Maharaja of Morvi
- Reign: 11 June 1922 – 21 January 1948
- Predecessor: Waghji II Rawaji
- Successor: Mahendrasinhji
- Born: 26 December 1876
- Died: 4 May 1957 (aged 80)
- Wives: Nand Kunverba ​ ​(m. 1898; died 1915)​; Suraj Kunverba ​ ​(m. 1898; died 1945)​; Kesar Kunverba ​(m. 1908)​;
- Issue Detail: Mahendrasinhji; Kalikakumarsinhji;
- Father: Waghji II Rawaji
- Mother: Bajirajba Kunverba

= Lakhdhirji Waghji =

Maharaja of Morvi from 1922 to 1948

Lakhdhirji Waghji (26 December 1876 – 4 May 1957) was Maharaja of Morvi from 11 June 1922 until his abdication in 1948.

==Early life, family, and education==
He was born on 26 December 1876 to Waghji II Rawaji and his wife Bajirajba Kunverba. He was educated privately in India and England. He married three times: first, in 1898, to Nand Kunverba, daughter of Gambhirsinhji Varisalji, the ruler of Rajpipla; second, in the same year, to Suraj Kunverba, daughter of Mansinhji Prithvirajji, the ruler of Baria; and third, in 1908, to Kesar Kunverba, daughter of Sarvaiya Bawaji Ranaji, the talukdar of Ranigam and Datha. His first wife died in 1915, and his second in 1945. By his first wife, he had three sons and two daughters, but none of them lived long. By his second wife, he had a son, Kalikakumarsinhji, who was born in November 1918. By his third wife, he had a son, Mahendrasinhji, born on 1 January 1918, and another son who died young.

==Reign==
Lakhdhirji acceded to the throne of Morvi upon his father’s death on 6 June 1922. He personally examined the details of every department of the state administration. In 1924, he converted the narrow-gauge railway line between Wankaner and Morvi to metre gauge, and in 1926, he oversaw the construction of a branch line from Than to Chotila. He also took a keen interest in advancing education within his state. In 1923, he made both primary and secondary education completely free. Prior to his reign, in 1921–1922, Morvi had 29 schools with 1,276 students enrolled; by 1936–1937, these figures had increased to 99 schools and 4,545 students. He established several scholarships, including the Nand Kunverba Fund and the Bajirajba Kunverba Fund. The latter provided twelve scholarships with a combined monthly value of Rs. 250 for students pursuing academic and technical studies, on the condition that recipients would serve Morvi after completing their education. He also founded the Shri Sir Waghji Bahadur Loan Scholarship Fund in memory of his father, which awarded twelve scholarships with a combined annual value of Rs. 5,000 for collegiate education in cities such as Mumbai and Pune.

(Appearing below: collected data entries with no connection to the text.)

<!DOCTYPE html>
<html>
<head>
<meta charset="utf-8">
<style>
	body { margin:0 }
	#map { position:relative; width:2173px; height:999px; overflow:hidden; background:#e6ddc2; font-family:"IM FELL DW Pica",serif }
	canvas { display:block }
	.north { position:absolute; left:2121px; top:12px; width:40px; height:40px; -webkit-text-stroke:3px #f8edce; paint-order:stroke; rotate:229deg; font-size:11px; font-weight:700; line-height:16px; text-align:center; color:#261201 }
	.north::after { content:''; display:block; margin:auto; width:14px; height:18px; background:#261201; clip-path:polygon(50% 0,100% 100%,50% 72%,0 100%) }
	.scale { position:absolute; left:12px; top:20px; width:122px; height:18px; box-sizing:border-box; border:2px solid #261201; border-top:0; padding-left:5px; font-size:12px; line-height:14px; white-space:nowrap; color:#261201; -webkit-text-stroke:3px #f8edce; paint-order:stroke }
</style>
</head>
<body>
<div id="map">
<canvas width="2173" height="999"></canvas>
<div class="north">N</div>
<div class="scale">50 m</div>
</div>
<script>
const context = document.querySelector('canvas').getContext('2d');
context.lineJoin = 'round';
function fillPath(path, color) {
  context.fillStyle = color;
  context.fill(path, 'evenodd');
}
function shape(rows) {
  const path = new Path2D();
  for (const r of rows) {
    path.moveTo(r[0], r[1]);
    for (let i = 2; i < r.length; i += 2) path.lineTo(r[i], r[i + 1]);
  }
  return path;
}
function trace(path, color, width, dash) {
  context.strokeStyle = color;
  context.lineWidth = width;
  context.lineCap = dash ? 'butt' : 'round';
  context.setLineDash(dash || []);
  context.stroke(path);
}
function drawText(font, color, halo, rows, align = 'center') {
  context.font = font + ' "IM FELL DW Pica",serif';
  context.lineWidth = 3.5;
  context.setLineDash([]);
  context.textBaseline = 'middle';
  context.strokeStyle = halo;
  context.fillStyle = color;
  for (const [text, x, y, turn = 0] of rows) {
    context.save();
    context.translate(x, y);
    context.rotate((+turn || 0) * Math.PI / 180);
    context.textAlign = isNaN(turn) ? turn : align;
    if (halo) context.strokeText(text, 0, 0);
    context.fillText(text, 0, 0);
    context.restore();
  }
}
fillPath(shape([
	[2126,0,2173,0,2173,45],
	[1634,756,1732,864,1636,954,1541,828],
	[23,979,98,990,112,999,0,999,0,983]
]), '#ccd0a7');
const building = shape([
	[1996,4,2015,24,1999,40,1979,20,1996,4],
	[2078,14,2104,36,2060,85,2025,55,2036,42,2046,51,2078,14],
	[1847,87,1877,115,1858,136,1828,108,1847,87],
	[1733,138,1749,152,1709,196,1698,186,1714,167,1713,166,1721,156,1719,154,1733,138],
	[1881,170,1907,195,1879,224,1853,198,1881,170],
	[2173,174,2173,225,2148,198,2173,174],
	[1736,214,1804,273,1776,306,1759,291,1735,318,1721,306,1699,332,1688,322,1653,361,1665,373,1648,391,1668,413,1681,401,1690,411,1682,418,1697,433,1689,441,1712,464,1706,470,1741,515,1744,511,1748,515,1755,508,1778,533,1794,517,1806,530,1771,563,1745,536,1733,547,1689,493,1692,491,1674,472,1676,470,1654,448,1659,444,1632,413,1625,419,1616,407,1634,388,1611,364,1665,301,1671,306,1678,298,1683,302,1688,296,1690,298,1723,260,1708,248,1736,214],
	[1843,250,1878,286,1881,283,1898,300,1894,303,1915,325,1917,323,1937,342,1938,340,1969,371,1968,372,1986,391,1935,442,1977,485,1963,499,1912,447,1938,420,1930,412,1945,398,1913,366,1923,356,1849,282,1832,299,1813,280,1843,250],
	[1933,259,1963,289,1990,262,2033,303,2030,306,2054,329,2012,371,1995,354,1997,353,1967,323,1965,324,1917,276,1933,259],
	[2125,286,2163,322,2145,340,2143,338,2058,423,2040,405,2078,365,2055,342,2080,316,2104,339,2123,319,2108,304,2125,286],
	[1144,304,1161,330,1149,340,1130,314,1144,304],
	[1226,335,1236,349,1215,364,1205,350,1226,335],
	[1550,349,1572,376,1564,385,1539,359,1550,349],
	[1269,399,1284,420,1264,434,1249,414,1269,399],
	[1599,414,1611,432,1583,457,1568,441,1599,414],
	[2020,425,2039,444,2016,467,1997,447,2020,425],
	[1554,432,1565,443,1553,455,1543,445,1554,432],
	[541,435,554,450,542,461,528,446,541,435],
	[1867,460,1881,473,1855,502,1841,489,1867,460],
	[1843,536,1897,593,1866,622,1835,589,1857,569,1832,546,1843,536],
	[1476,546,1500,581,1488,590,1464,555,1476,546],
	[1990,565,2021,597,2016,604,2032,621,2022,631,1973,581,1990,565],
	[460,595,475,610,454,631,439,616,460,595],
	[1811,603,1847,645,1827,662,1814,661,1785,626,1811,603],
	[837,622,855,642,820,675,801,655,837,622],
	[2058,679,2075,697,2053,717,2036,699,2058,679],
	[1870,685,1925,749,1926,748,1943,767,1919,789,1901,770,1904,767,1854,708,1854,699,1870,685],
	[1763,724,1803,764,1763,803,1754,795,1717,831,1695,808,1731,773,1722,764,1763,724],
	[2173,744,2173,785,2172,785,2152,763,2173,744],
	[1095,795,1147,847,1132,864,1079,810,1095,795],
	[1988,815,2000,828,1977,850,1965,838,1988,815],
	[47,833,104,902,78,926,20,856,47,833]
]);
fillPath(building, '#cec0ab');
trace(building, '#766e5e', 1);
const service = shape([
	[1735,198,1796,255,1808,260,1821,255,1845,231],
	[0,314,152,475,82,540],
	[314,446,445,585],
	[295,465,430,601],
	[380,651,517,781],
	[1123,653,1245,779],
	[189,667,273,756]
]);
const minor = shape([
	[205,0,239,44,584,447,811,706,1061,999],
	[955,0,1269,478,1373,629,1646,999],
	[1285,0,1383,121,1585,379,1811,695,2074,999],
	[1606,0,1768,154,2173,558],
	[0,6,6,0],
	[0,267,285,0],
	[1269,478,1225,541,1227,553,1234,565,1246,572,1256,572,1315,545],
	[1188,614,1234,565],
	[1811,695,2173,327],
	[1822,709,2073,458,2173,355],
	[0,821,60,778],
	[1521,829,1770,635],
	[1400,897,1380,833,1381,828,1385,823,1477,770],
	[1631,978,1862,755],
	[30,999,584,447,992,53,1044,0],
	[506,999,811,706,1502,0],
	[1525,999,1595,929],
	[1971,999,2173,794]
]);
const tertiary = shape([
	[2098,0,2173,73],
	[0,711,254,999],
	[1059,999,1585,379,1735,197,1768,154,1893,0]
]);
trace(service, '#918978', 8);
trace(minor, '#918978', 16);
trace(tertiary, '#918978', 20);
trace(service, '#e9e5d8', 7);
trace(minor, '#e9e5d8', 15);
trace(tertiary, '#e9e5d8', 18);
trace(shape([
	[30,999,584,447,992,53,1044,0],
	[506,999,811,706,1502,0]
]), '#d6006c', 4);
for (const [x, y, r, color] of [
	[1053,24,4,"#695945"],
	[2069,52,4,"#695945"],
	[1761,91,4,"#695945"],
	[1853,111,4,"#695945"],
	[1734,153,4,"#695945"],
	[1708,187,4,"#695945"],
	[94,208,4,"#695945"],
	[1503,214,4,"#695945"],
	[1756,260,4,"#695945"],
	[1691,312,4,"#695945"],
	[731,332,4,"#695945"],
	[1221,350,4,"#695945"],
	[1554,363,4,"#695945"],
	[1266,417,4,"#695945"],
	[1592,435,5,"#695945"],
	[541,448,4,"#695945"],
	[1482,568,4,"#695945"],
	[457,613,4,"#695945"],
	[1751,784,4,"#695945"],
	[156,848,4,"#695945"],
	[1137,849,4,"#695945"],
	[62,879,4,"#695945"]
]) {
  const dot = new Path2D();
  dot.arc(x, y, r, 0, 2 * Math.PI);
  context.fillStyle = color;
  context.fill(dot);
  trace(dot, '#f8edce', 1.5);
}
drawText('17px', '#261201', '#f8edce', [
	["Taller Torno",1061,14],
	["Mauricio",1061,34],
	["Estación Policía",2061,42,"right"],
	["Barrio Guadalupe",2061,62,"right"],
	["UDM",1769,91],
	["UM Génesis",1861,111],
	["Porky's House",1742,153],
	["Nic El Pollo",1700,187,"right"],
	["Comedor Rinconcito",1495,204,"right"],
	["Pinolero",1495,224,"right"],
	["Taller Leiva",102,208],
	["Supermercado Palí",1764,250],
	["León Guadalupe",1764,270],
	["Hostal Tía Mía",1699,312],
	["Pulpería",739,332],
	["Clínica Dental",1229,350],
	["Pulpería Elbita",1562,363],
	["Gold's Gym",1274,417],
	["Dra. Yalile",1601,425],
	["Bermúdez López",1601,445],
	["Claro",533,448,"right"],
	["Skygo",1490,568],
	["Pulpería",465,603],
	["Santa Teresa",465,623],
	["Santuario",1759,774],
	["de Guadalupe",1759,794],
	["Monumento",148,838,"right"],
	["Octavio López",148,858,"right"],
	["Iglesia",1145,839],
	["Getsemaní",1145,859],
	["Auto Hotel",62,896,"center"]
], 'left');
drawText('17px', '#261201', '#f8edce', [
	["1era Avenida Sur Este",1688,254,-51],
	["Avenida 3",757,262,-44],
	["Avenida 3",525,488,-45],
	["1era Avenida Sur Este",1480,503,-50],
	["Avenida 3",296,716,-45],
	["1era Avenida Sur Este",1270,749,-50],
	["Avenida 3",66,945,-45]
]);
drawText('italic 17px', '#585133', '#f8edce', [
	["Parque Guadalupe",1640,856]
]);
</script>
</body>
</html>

Between 1922 and 1936, Lakhdhirji spent over Rs. 5,300,000 on public works and water supply. He opened the boring department in 1925, which expended Rs. 600,000 by 1936 and constructed 500 wells, 400 of which were intended for agricultural use. Between 1932 and 1936, he remitted approximately Rs. 3,000,000 in land revenue and wrote off outstanding peasant debts amounting to about Rs. 1,000,000. To improve agriculture, he granted cultivators permanent occupancy rights upon payment of a nominal fee, established an agricultural bank, and created a new department to bring uncultivated land under cultivation, construct new wells, repair and deepen existing ones, and expand irrigation schemes. He also set aside Rs. 2,500,000 to support agriculturists during periods of famine.

He donated Rs. 100,000 to Banaras Hindu University. In 1926, he was granted the hereditary title of Maharaja by the Government of India..

==Abdication==
He abdicated as ruler of Morvi on 21 January 1948. He was succeeded by his son Mahendrasinhji. Although Lakhdhirji possessed a substantial fortune, Mahendrasinhji began providing him with a monthly allowance in 1949, which continued until Lakhdhirji’s death.

==Death==
He died on 4 May 1957.

== Honours ==
He was appointed a Knight Commander of the Order of the Star of India on 1 January 1930. He was later appointed a Knight Grand Cross of the Order of the British Empire on 8 June 1939. On 21 January 1942, Banaras Hindu University conferred upon him the honorary degree of Doctor of Laws at its Special Silver Jubilee Convocation. The degree was awarded in absentia.